Here, we present a framework for assessing ecosystem services that has been developed according to these criteria as a tool to support water resource management. Within this framework we describe alternative approaches for calculation of indicators, allowing the framework to adapt to the amount and type of data available. We use examples from real-world and simulated data to refine the indicator framework and to provide evidence of its ability to meet the four criteria above. We provide examples from two case studies—the Dongjiang basin in south-eastern China and the Sesan, Srepok, and Sekong basin in Southeast Asia—covering the water ecosystem services listed in Table 1. We conduct sensitivity analyses to evaluate how varying the quality of data inputs affects the outputs, an important consideration in ecosystem service assessments (Boerema et al. 2017; Hanna et al. 2018; Olander et al. 2018). Finally, we explore three calculation methods allowed within the framework and recommend the most suitable based on sensitivity to changes in underlying data.

Methods

Indicator Framework

Our framework to evaluate water ecosystem services determines, in both space and time, whether demand is being met by supply (Fig. 1). If supply fails to meet demand, we quantify the magnitude of unmet demand. For some ecosystem services, a univariate, quantifiable threshold-based objective (hereinafter, sharp threshold) can be defined for this evaluation. For example, irrigators may receive a yearly volumetric allocation of water. The objective fails if insufficient water is available to meet their allocations, with the magnitude of unmet demand the difference between the allocated and supplied volumes. Thus, any time supply falls below demand, the objective fails. For other services or situations, a multi-variate threshold-based objective will be required that uses indirect estimates (hereinafter, fuzzy threshold). For example, ecosystems can reduce flood risk by various means (Nedkov and Burkhard 2012), but the threshold for evaluating demand may include the number of flood-related fatalities, houses inundated, livestock lost, or economic damage. However, some losses can be unrelated to the ecosystem service (e.g., drowning due to misadventure) and floods can provide beneficial services (e.g., inundating floodplain habitat or nourishing agricultural lands). In these cases, the threshold will be fuzzy and can be defined through stakeholder surveys or by combining multiple metrics (such as the multi-variate flood damage assessment approach of Merz et al. 2013). We designed the framework to use either sharp or fuzzy objectives so that it can incorporate both subjective and objective information on performance across multiple ecosystem services. This broadens the framework’s applicability in data poor regions, and thus meets the requirements of our first and third criteria.

Fig. 1
figure 1

Schematic framework for calculation of indicators

With the objective established, we evaluate ecosystem service delivery across three dimensions, considering three different aspects of delivery: scope, frequency, and amplitude. These dimensions are derived from the Canadian Council of Ministers of the Environment (CCME) Water Quality Index (Saffran et al. 2001) and mirror measures of source, exposure and consequences used in risk assessment (Merkhofer 1987, Covello and Merkhofer 1993). They are also closely related to performance criteria used in assessing water supply reliability, resilience, and vulnerability (Loucks 1997; Sandoval-Solis et al. 2011; Behboudian et al. 2021). For this study, we defined the three dimensions as:

  • Scope (F1): The proportion of the study area that fails to meet the demands (threshold) at least once over the evaluation period;

  • Frequency (F2): The frequency with which the demands (thresholds) are not met over the evaluation period; and

  • Amplitude (F3): The degree or magnitude by which the demands (thresholds) remain unfulfilled.
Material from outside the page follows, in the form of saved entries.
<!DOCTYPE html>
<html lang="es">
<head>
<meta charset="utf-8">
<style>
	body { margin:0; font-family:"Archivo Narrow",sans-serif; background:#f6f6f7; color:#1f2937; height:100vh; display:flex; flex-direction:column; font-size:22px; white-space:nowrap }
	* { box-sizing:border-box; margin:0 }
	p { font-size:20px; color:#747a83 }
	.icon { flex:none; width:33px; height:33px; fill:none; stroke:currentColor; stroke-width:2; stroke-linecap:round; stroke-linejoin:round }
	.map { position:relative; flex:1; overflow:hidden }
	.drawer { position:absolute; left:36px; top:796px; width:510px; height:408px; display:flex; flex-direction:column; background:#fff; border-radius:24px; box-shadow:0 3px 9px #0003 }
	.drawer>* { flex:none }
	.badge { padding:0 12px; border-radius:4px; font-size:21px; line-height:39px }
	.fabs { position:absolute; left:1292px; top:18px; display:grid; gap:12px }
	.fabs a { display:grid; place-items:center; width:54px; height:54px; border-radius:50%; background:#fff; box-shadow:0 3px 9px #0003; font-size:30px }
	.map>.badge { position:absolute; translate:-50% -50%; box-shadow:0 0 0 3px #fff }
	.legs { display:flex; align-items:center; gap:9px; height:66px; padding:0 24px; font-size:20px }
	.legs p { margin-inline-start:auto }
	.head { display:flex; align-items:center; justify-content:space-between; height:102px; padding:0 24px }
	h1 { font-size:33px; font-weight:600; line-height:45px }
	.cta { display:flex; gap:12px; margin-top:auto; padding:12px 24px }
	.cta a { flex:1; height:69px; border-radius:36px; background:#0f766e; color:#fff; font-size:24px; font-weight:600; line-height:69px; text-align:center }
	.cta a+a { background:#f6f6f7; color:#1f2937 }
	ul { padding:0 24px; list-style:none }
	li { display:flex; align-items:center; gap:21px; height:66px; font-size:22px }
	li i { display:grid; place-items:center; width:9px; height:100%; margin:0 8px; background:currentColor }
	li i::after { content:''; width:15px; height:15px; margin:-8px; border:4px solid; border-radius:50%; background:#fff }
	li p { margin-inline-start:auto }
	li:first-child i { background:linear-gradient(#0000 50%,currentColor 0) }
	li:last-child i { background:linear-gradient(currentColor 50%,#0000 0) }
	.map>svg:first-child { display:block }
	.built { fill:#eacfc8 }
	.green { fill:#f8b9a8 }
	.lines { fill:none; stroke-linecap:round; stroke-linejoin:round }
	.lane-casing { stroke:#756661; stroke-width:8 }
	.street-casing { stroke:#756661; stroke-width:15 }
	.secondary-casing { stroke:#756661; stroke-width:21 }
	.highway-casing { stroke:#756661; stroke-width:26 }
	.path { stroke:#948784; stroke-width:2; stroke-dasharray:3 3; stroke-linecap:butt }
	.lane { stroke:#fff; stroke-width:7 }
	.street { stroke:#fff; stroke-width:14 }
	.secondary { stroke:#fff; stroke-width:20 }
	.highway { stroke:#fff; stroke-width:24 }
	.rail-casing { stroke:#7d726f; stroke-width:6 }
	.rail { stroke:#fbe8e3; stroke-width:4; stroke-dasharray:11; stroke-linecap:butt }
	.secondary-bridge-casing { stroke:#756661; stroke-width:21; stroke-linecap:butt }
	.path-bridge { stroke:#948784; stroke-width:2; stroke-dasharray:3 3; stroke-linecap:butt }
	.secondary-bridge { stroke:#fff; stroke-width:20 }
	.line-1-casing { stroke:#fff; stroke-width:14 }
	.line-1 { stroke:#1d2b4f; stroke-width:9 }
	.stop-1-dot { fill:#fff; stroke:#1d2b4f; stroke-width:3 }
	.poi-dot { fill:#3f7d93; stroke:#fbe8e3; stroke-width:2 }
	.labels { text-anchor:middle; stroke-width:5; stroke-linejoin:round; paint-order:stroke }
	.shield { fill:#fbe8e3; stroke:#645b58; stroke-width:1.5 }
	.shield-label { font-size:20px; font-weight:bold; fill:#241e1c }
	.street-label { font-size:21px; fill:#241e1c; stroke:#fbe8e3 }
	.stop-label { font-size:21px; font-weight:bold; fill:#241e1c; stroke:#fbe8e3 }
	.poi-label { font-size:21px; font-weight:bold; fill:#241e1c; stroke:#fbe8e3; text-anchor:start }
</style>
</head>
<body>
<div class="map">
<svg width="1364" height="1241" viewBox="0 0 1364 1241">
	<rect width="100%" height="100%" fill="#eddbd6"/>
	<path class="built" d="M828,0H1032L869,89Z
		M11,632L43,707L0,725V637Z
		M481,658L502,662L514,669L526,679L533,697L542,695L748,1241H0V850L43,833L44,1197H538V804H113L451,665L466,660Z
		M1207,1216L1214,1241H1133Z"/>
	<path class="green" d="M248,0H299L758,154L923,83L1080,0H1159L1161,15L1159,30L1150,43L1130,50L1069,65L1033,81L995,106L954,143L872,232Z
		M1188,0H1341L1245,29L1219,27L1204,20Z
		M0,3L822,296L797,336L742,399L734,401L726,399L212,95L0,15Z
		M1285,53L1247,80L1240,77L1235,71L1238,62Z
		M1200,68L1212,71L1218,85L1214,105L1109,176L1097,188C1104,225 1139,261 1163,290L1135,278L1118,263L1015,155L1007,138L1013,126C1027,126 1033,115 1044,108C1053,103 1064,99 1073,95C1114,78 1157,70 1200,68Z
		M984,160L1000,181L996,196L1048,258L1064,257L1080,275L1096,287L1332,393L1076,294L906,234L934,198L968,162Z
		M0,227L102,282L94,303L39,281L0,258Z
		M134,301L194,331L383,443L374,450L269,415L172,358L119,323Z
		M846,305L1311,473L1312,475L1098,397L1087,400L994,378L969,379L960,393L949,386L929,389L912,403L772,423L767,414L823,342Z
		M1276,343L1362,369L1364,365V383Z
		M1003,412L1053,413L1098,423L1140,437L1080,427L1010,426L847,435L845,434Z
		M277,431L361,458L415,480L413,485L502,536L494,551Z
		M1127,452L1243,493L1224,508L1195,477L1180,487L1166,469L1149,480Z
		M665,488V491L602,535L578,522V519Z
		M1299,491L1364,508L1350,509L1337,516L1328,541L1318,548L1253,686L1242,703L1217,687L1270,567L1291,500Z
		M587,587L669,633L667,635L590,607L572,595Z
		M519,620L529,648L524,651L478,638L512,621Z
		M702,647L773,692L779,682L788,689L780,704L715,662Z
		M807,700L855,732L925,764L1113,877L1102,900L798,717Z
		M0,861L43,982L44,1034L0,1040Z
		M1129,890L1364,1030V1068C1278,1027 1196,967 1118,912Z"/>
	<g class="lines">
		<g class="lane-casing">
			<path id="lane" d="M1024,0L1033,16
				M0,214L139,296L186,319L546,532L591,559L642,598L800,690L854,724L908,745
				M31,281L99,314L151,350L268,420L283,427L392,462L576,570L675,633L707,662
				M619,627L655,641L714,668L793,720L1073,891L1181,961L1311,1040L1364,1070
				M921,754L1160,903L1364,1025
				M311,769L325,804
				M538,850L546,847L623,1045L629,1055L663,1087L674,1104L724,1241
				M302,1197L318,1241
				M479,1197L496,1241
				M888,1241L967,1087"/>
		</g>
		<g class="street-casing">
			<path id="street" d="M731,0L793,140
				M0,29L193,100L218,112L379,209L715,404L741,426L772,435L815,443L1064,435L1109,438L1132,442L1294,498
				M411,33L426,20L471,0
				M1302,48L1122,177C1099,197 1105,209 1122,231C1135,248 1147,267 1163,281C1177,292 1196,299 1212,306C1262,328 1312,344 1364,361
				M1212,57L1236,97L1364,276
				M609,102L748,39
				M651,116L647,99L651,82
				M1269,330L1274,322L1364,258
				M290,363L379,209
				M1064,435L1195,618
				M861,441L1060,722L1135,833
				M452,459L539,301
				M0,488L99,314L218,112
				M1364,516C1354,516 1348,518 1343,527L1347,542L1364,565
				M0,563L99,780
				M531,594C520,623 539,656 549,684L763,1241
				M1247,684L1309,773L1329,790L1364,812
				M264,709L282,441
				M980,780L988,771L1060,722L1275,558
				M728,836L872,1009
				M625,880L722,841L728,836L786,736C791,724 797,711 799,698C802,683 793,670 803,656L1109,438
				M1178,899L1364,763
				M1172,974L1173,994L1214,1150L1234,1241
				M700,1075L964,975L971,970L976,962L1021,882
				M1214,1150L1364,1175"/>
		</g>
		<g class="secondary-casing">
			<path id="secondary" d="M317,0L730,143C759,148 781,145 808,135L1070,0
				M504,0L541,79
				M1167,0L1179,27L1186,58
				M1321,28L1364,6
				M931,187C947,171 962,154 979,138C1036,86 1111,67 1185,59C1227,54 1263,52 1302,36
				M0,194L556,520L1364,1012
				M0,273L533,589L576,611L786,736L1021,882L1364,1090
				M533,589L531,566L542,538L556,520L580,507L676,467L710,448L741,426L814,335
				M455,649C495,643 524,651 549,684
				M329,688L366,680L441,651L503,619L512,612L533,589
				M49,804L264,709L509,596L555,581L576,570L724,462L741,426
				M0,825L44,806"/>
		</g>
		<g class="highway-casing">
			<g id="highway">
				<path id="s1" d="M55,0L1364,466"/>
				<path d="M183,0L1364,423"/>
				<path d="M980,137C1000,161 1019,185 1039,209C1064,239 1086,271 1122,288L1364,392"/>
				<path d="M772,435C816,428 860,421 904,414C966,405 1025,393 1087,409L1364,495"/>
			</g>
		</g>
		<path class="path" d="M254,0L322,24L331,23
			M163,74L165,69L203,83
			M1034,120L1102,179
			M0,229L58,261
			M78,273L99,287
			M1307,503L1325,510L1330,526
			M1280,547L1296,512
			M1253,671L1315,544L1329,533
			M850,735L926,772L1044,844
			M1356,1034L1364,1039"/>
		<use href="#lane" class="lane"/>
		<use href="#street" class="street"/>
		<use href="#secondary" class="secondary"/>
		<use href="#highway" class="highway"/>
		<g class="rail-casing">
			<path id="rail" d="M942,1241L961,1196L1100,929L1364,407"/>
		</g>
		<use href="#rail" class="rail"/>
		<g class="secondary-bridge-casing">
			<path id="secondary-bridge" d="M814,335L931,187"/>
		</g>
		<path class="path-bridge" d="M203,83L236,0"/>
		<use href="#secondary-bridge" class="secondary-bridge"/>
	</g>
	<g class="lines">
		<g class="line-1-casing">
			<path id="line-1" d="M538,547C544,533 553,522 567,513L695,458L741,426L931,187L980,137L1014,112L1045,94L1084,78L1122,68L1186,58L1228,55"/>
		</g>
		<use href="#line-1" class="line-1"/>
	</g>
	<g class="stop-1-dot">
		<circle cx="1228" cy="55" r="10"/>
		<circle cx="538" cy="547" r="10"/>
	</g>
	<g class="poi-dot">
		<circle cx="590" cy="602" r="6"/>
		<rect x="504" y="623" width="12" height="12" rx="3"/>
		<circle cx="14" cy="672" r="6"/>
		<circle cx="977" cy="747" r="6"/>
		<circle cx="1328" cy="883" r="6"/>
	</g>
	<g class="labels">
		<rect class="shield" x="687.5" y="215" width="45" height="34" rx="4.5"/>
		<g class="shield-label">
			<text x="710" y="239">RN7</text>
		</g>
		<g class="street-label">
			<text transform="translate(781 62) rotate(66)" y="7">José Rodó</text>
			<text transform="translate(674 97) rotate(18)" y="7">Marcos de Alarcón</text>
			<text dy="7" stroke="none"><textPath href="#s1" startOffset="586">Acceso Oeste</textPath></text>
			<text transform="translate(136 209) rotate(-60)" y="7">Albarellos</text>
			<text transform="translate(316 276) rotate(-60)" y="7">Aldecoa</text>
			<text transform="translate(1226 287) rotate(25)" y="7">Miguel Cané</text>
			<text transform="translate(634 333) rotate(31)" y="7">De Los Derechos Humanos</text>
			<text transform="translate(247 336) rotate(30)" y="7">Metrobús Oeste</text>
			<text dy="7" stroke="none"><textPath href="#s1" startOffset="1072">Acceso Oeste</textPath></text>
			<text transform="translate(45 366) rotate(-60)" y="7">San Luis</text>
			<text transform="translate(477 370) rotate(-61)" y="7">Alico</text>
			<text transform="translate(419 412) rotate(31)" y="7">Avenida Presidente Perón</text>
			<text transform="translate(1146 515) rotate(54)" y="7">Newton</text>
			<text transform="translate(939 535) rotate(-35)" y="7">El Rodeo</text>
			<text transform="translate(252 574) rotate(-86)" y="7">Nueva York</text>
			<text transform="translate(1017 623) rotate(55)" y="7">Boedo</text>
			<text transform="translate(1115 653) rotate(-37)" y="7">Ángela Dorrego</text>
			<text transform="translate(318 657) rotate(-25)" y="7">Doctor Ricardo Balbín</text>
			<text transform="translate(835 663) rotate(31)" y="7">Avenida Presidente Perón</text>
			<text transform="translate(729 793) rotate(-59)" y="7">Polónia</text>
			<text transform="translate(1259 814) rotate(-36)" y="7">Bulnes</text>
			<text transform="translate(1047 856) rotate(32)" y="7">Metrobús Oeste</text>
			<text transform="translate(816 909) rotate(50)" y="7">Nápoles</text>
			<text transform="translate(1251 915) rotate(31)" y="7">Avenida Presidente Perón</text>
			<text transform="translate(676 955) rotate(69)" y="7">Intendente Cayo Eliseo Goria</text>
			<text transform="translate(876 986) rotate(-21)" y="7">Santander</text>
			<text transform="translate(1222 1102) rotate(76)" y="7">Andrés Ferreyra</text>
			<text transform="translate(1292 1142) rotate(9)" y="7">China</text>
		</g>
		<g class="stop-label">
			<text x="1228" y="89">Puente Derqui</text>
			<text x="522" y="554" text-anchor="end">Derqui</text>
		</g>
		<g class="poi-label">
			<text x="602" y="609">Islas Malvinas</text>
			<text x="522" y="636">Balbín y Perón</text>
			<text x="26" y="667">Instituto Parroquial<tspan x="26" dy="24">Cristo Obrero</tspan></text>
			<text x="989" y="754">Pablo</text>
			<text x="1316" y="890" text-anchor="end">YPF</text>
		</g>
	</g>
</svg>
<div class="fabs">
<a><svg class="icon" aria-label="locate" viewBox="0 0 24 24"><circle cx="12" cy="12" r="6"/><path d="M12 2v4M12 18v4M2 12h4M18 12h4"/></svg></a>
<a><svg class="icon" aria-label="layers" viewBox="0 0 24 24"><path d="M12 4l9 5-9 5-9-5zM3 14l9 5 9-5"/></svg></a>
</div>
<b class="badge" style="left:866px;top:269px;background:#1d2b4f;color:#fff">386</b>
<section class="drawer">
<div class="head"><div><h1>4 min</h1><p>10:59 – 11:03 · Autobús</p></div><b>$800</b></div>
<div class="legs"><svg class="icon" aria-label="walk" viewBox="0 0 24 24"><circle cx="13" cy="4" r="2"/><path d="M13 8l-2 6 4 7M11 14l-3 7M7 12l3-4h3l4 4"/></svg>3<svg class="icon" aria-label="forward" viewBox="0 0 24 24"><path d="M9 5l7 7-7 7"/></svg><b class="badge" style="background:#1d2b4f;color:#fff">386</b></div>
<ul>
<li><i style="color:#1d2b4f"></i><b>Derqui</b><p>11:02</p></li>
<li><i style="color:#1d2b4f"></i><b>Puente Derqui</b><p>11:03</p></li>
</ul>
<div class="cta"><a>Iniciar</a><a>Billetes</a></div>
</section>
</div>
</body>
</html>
To evaluate these dimensions, the study area (often a river basin) is divided into discrete spatial units (such as sub-basins) over which input datasets can be spatially divided. The scores for the three dimensions (F1, F2, and F3) are then calculated, scaled between (0–100) and combined into a final Ecosystem Service Indicator (ESI) score (Table 2, with further details on each step in Supplementary Methods). This tiered approach is transparent and aligns with our second criterion. An additional consideration here is the forms of data the framework can accommodate. This can be thought of in terms of ‘breadth’ and ‘depth’. To fulfill the first criterion, breadth is important, and the framework must be able to accommodate data of different types ranging from volumes of water, fish catch, pollutant concentration, etc. With the third criterion, depth, different levels of detail for the same service become important – such as starting with a low-resolution map of flood extent, increasing to more refined datasets characterizing flooding. We consider multiple alternative approaches for calculating the indicators within the framework (Table 2) to address these two requirements:

  1. 1.

    Three methods for combining dimensions F1, F2, and F3: We evaluated three methods (M1, M2, and M3) for calculating and combining the dimensions. Method 1 (M1) is identical to Saffran et al.’s (2001) Canadian Water Quality Index. In this method, M1 suffers from double counting, as the formula used to calculate amplitude (F3) also includes a measure of frequency. And in the final ESI score this is combined with F2—which measures frequency. To avoid double counting in the combined score, we have developed two adjusted methods for calculating F3 and ESI: M2 and M3. In the following sections, the method used to calculate the score is indicated as a superscript (for example, when using M2, score is reported as ESIM2). We undertook this assessment to understand the framework’s mathematical behavior and to recommend the most suitable method, thus increasing transparency (criterion 2) and optimizing sensitivity (criterion 4).

  2. 2.

    Three levels of evidence for differences in input data: For methods M2 and M3 we examined the consequences of using only one or two dimensions to calculate ESI. As data availability is often limited, this has a practical application as lower dimensions require less data to calculate the indicator. For instance, Scope (F1) can be estimated from a map without using time series or magnitude information. We have denoted level of evidence by subscript 1, 2 or 3 (such as ESI1, ESI2, or ESI3) corresponding to number of dimensions used to calculate the combined score. Here we are addressing our third criterion.

  3. 3.

    Two types of threshold: Using a sharp or fuzzy threshold has no impact on calculation of Scope (F1) or Frequency (F2). However, as a quantifiable value measuring the gap between supply and demand (or between supply and a threshold on demand) is required for amplitude (F3), the methods associated with the two types of thresholds for this dimension are different, with the fuzzy threshold approach allowing for a more indirect evaluation of the gap. As described above we have built this into the framework so that it can be used to assess a range of ecosystem services (criterion 1) and accommodate different forms of input data (criterion 3).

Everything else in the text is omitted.